++++ SUPPLIED DATA

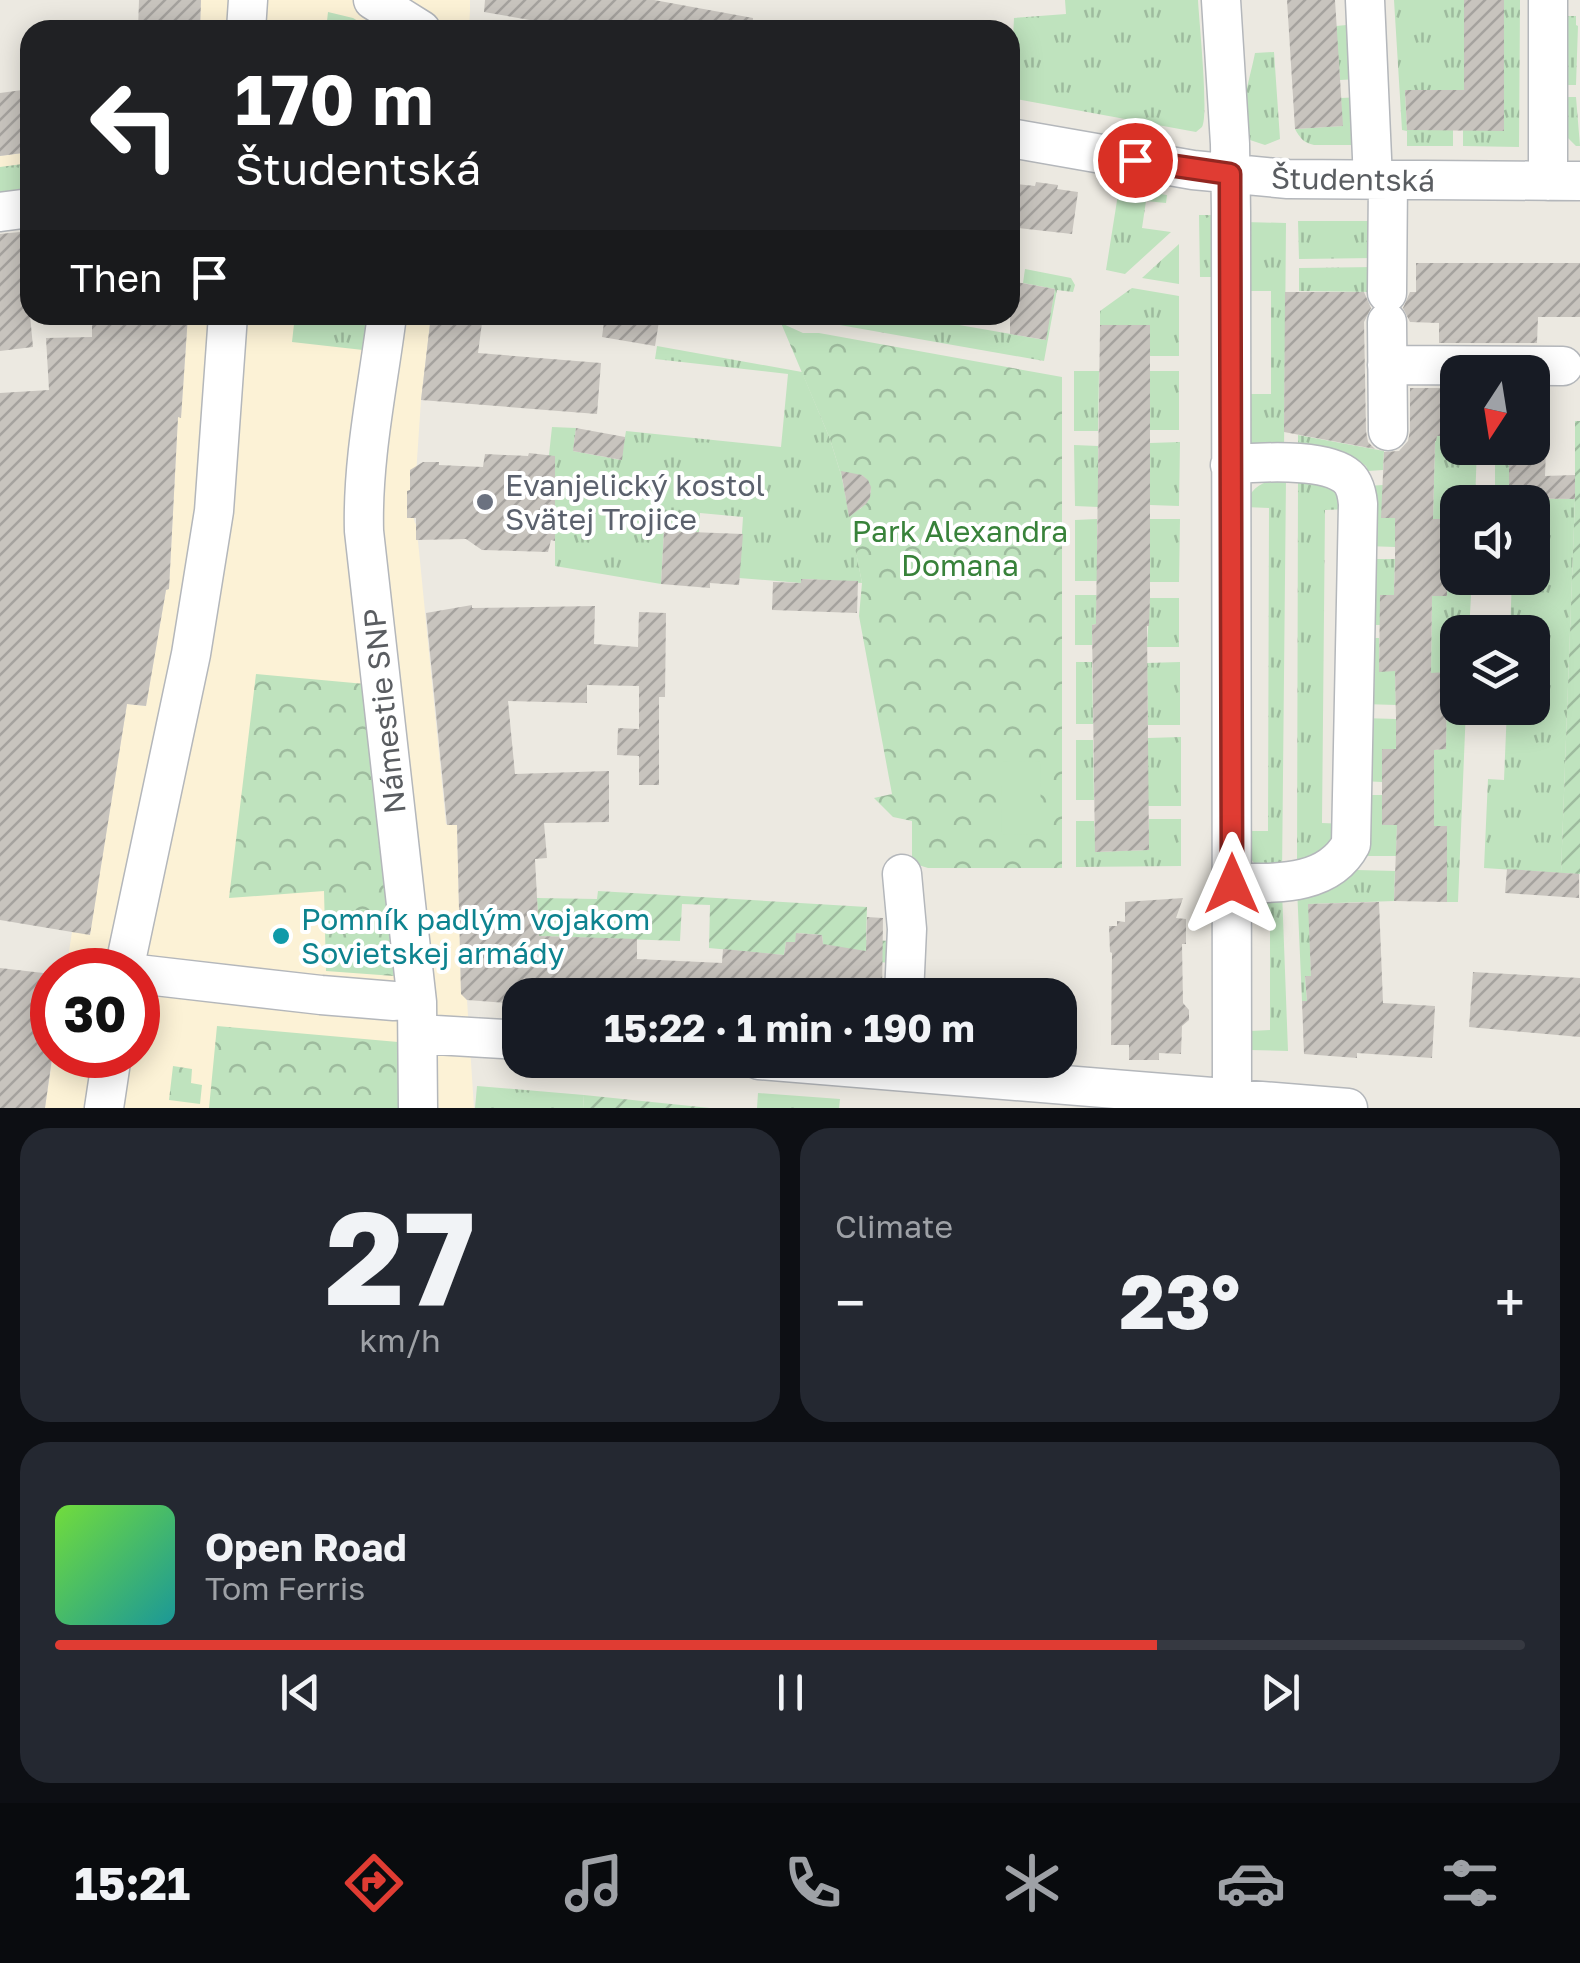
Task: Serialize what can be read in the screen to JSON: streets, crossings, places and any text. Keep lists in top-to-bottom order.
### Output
{
  "streets": {
    "street": ["Študentská", "Námestie SNP"]
  },
  "parks": ["Park Alexandra Domana"],
  "places": ["Evanjelický kostol Svätej Trojice", "Pomník padlým vojakom Sovietskej armády"],
  "north": "bottom",
  "page": {
    "turn": ["170 m", "Študentská"],
    "then": "Then",
    "limit": "30",
    "trip": "15:22 · 1 min · 190 m",
    "tile": [
      ["27", "km/h"],
      "Climate"
    ],
    "heat": ["−", "23°", "+"],
    "song": ["Open Road", "Tom Ferris"],
    "tabs": "15:21"
  }
}
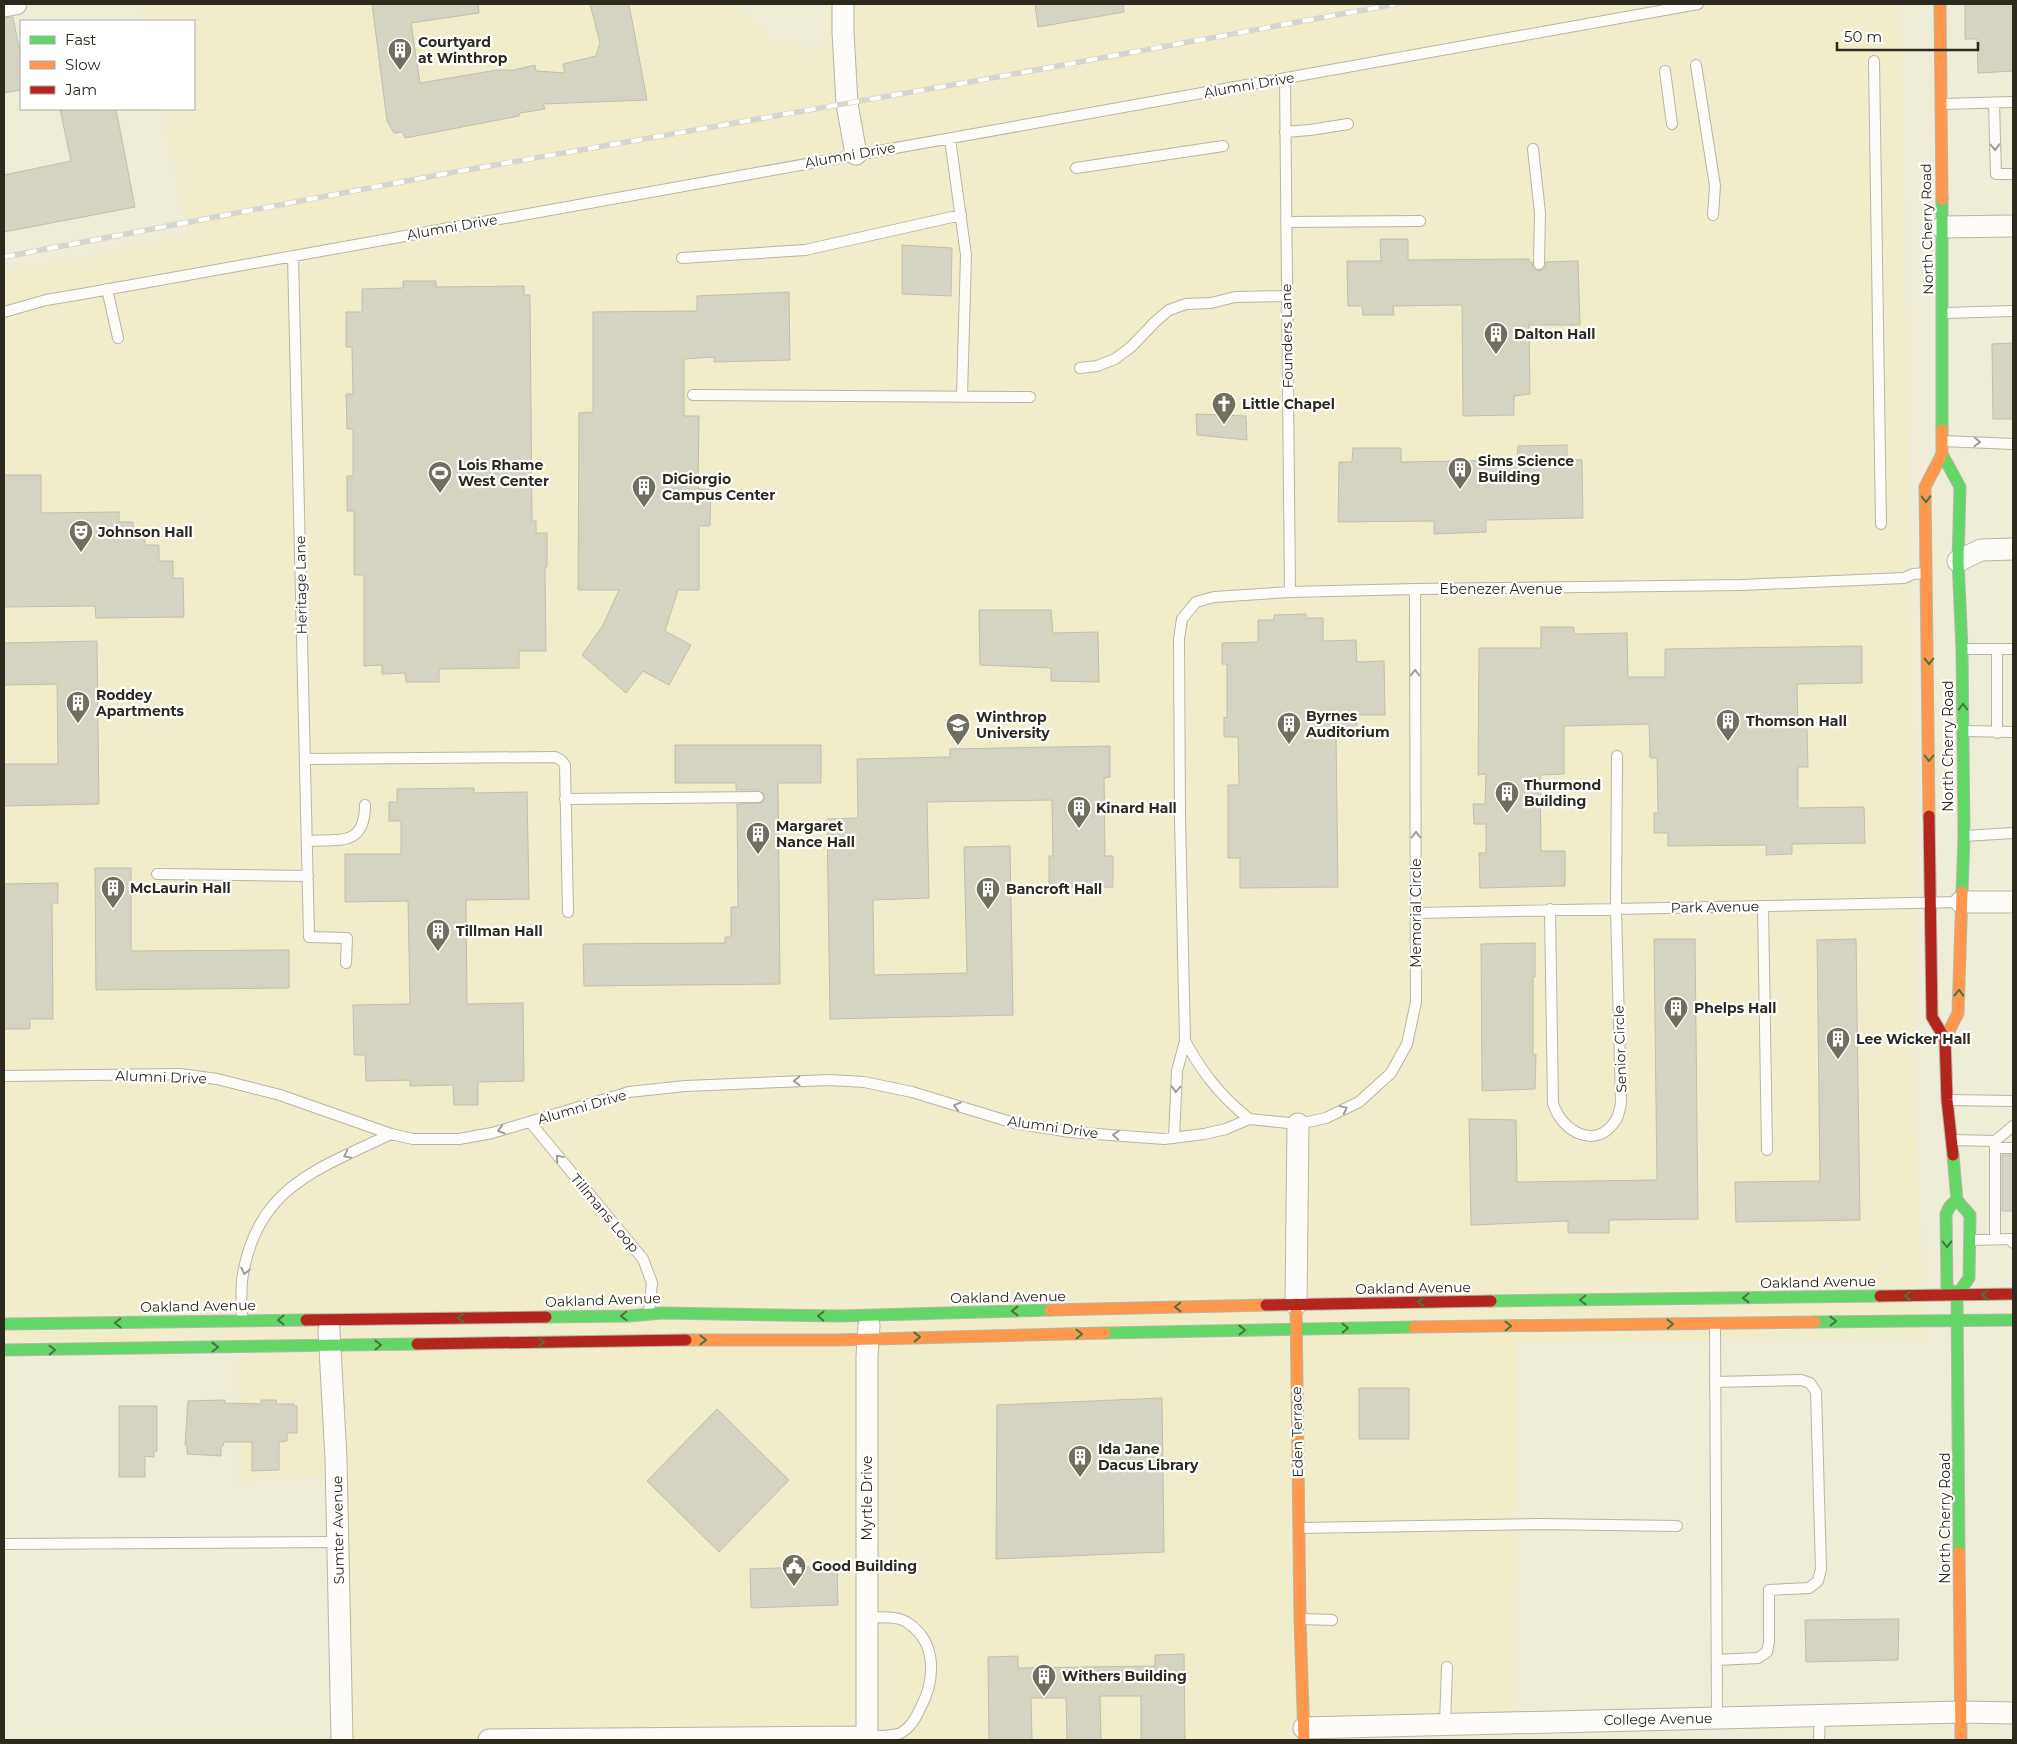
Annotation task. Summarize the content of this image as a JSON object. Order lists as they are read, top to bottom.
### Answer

++++++++

__TASK TO CARRY OUT__.
Omit the pictures, then quote the rest of the material above exactly.

__OUTPUT OF THE EXERCISE__.
Task: Serialize what can be read in the screen to JSON: streets, crossings, places and any text. Keep lists in top-to-bottom order.
### Output
{
  "streets": {
    "street": ["Študentská", "Námestie SNP"]
  },
  "parks": ["Park Alexandra Domana"],
  "places": ["Evanjelický kostol Svätej Trojice", "Pomník padlým vojakom Sovietskej armády"],
  "north": "bottom",
  "page": {
    "turn": ["170 m", "Študentská"],
    "then": "Then",
    "limit": "30",
    "trip": "15:22 · 1 min · 190 m",
    "tile": [
      ["27", "km/h"],
      "Climate"
    ],
    "heat": ["−", "23°", "+"],
    "song": ["Open Road", "Tom Ferris"],
    "tabs": "15:21"
  }
}
Annotation task. Summarize the content of this image as a JSON object. Order lists as they are read, top to bottom.
### Answer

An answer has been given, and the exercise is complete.